Vidhi berkata kepada vedika bahwa ia sedang mempersiapkan susu untuk semua orang di keluarga. Vedika sangat senang bahwa jerawatnya hilang, dan meminta radha untuk perawatan apapun untuk rambutnya, juga mengacu padanya sebagai dai ma, yang membuat marah vidhi. Tapi radah berkata bahwa ia tak keberatan dipanggil,

ketika vedika bertanya kepada vidhi apa yang harus ia hubungi saat itu, karena ia tak boleh memanggilnya daima atau dadi. ia berkata pada vidhi bahwa ia berperilaku sangat kasar padanya di depan seluruh keluarga, dan memintanya untuk datang sehingga ia bisa berbicara dengannya sendirian. Ketika vidhi berkata bahwa ia tak dapat, karena ia bekerja di dapur,

radha berkata bahwa ia akan mengatur dan vidhi itu harus pergi. Vidhi mematuhi. Ishita, yang berdiri di pintu masuk dapur, berkata bahwa sejak pagi, belum ada drama, di rumah, tapi tak lagi. Berpikir begitu, ia memasuki dapur. Ishita berkata bahwa ia membutuhkan saunf untuk akash. Radha dengan mudah setuju untuk memberikannya kepadanya.

Sementara ia berbalik, ishita menyelinap ke dalam tablet ke dalam segelas susu, dan mencampurnya dengan baik, pada saat radha berbalik untuk memberi ishita saunf. Ishita memintanya untuk minum susu ini, karena ia membutuhkan energi untuk mengurus semua orang dalam keluarga. Tapi radha berkata bahwa susu itu dimaksudkan untuk barang, yang baru saja masuk saat itu, di dapur.

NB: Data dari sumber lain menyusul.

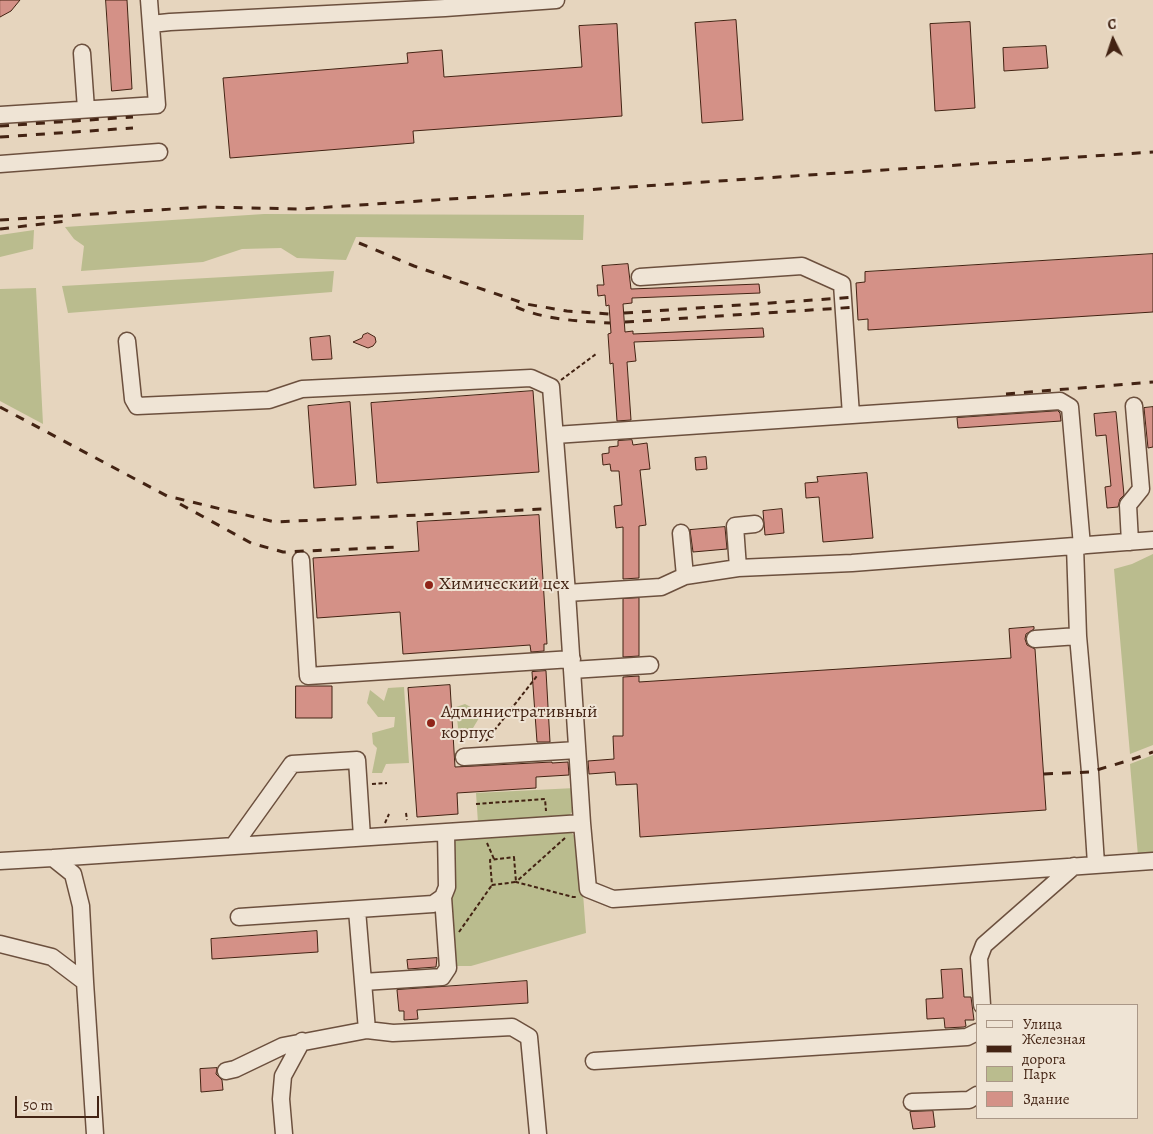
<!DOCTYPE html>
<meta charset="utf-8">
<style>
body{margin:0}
#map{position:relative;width:1153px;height:1134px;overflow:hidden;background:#e6d5be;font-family:Alegreya,serif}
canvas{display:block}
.legend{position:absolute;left:976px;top:1004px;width:162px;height:115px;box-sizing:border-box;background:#efe4d5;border:1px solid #aa9787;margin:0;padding:6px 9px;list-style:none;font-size:15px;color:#432313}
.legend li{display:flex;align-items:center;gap:10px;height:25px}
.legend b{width:25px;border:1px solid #aa9787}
.north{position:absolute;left:1088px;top:15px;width:50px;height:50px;-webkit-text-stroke:4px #efe4d5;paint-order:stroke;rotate:356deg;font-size:14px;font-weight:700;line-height:20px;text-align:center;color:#432313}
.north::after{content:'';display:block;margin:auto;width:18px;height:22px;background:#432313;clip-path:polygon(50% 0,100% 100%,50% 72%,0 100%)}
.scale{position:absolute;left:15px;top:1096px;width:84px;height:22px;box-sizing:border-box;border:2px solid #432313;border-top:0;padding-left:6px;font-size:15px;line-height:18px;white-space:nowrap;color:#432313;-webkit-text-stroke:4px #efe4d5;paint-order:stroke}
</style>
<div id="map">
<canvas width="1153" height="1134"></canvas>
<ul class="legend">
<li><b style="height:6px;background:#efe4d5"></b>Улица</li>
<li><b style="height:6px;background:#432313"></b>Железная дорога</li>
<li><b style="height:14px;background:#babc8e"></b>Парк</li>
<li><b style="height:14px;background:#d49187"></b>Здание</li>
</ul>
<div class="north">С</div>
<div class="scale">50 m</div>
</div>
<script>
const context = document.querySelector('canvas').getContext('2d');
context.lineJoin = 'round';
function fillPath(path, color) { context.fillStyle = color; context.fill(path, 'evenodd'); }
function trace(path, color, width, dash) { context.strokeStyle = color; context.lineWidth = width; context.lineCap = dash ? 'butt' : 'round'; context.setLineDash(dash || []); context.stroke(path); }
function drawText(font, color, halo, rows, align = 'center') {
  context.font = font + ' Alegreya,serif'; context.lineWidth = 4; context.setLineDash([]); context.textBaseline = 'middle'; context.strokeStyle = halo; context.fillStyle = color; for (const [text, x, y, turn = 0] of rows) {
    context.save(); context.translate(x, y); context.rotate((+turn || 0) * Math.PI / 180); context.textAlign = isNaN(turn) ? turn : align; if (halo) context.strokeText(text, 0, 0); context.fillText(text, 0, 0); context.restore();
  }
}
fillPath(new Path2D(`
 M264 214 584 215 583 240 356 237 346 260 297 258 281 248 242 249 203 262 81 271 84 246 74 239 65 227Z
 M34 230 33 249 0 257V235Z
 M334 271 332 292 68 313 62 286Z
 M36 288 43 424 0 401V289Z
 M1153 554V745L1130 754 1114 569 1132 564Z
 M404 687 409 763 386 764 382 773H372L377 748 373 744 372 733 394 727 395 717H378L367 703 370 690 384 701 388 688Z
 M465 704 482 713 470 733 458 728 456 707Z
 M1153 755V855L1138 856 1130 764Z
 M575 788 577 806 567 818 478 823 476 793Z
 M567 828 579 841 586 933 471 966H451L449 835Z`), '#babc8e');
const building = new Path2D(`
 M0 0H20L11 11 0 17Z
 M106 0H127L132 89 112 91Z
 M736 20 743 120 702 123 695 23Z
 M970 22 975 108 935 111 930 24Z
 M617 24 622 116 413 131 414 143 230 158 223 78 408 63 407 53 442 50 444 77 582 67 579 26Z
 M1046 46 1048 68 1004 71 1003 48Z
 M1153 254V312L868 330V319L858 320 856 283 865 282V272Z
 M628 264 631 289 759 284 760 293 632 298V303L623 304 625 332 633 331V334L763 328 764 337 634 342 636 361 627 362 631 420 617 421 613 363 610 364 608 334 611 333 609 305 606 306 605 295 598 296 597 285H604L602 266Z
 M368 333 375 337 376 342 373 346 368 348 353 342 362 338 363 335Z
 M330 336 332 359 312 360 310 338Z
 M533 391 539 472 377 483 371 403Z
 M350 402 356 485 314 488 308 406Z
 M1153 407V447L1148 448 1144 408Z
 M1058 411 1060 413 1061 421 958 428 957 418Z
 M1116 412 1124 495 1120 499 1118 507 1107 508 1105 487 1111 486 1106 435 1096 436 1094 414Z
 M632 440 633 445 647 443 650 469 640 470 646 525 639 526V578L623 579V527L616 528 614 506 622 505 619 471H611L610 464 603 465 602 454 609 453V447L618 446V441Z
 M706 457 707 469 696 470 695 458Z
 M867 473 873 538 823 542 819 497 806 498 805 483 818 482 817 477Z
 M782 509 784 533 765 535 763 511Z
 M539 515 547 644H544V651L531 652 530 645 403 654 400 612 317 618 313 558 419 551 417 522Z
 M725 527 727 549 693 552 690 530Z
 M639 598V656L623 657V599Z
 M1034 627V629L1026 634 1025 639 1027 645 1035 649 1046 810 640 837 637 784 616 785 615 772 589 774 588 761 614 759 613 736H623V677L639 676V682L1011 658 1009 629Z
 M546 671 550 742H537L532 672Z
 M450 685 455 767 552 762V763L568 762 569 775 536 777V788L457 793 458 814 417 817 408 688Z
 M296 686H332V718H296Z
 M317 931 318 952 212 959 211 939Z
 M437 958 436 967 408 969 407 960Z
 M962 969 964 997H971L974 1020H965L966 1026 964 1027 945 1028 944 1018 927 1019 926 999 943 998 941 970Z
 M527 981 528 1003 417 1010 418 1019 404 1020V1011H399L397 990Z
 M217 1068 216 1074 222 1080 223 1090 201 1092 200 1069Z
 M933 1111 935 1127 913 1129 910 1112Z`);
fillPath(building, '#d49187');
trace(building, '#432313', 1);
const minor = new Path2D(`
 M151 24 170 22 445 8 556 0
 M82 53 86 109
 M0 115 157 105 149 0
 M0 164 159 152
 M640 277 802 266 842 284 851 415
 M127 341 133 399 137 406 269 400 302 389 531 378 551 387 567 593
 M555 435 1060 401 1070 407 1082 546
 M681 533 685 576
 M1130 542 1128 505 1141 489 1134 406
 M1075 546 1078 636 1090 772 1096 864
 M301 560 308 676 572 659
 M738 568 735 526 755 524
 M1035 639 1078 636
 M572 670 650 665
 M464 757 577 750
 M582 823 588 889 613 899 1153 861
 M234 845 292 764 357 760 362 837
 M53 858 582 823 567 593 661 587 685 576 738 568 852 563 1153 540
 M0 861 53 858 73 874 81 906 85 982
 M357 910 367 1030
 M239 917 433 904 443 897 447 887 446 832
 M0 944 52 957 85 982 95 1134
 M363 982 442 977 448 968 443 897
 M982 1005 979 958 984 945 1074 866
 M594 1061 967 1037 977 1032
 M226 1071 235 1069 283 1046 367 1030 393 1033 512 1027 529 1037 538 1134
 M912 1102 969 1100 977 1095
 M284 1134 281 1099 283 1076 302 1041`);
trace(minor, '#6c503e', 19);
trace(new Path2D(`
 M561 380 596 354
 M486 741 537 676
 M372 784 387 783
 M476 804 545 799 546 811
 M406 813 407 820
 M385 823 389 814
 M565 838 516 882 573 897H578
 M487 843 494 859
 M514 857 516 882 492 885 490 860Z
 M459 932 492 885`), '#432313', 2, [4, 2.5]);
trace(minor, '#efe4d5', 16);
trace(new Path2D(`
 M0 126 133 117
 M0 137 133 128
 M0 220 204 207 300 209 1153 152
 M0 229 67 221
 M359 243 414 266 526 304 567 311 610 314
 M516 307C546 320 578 321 610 323
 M624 313 857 297
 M625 322 858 307
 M1006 394 1153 382
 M0 407 167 496 275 522 543 509
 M180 504 251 543 283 552 398 547
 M1044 774 1090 772 1127 761 1153 752`), '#432313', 3, [9, 9]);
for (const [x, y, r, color] of [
 [429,585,5,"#8f2418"],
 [431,723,5,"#8f2418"]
]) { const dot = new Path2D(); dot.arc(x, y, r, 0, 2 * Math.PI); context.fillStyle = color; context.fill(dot); trace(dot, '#efe4d5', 2); }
drawText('18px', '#432313', '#efe4d5', [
 ["Химический цех",439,585],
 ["Административный",441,713],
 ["корпус",441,734]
], 'left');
</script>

Arti hendak meminumnya, karena horor ishita, tapi kemudian berhenti berkata bahwa ia tahu bahwa ia membutuhkan susu untuk bayinya, tapi ia merasa radha terlalu banyak, dan ia juga membutuhkan susu itu. Arti memberi makan susu itu pada radha, sangat membantu hati Ishita. Ishita berkata bahwa ia akan memberi tahu susu itu,

di kamarnya, sementara pari memberi susu untuk surj.Pari mulai mengajukan alasan, berkata bahwa ia memiliki pekerjaan yang mendesak. ia berkata radha untuk memberikannya kepada suraj. Arti menawarkan untuk memberikannya kepada suraj. Tapi ishita berkata kepadanya bahwa tak dianjurkan untuk menaiki tangga begitu banyak. Radh berkata bahwa ia akan memberi susu kepada suraj. Ishita senang melihat rencananya jatuh ke tempatnya.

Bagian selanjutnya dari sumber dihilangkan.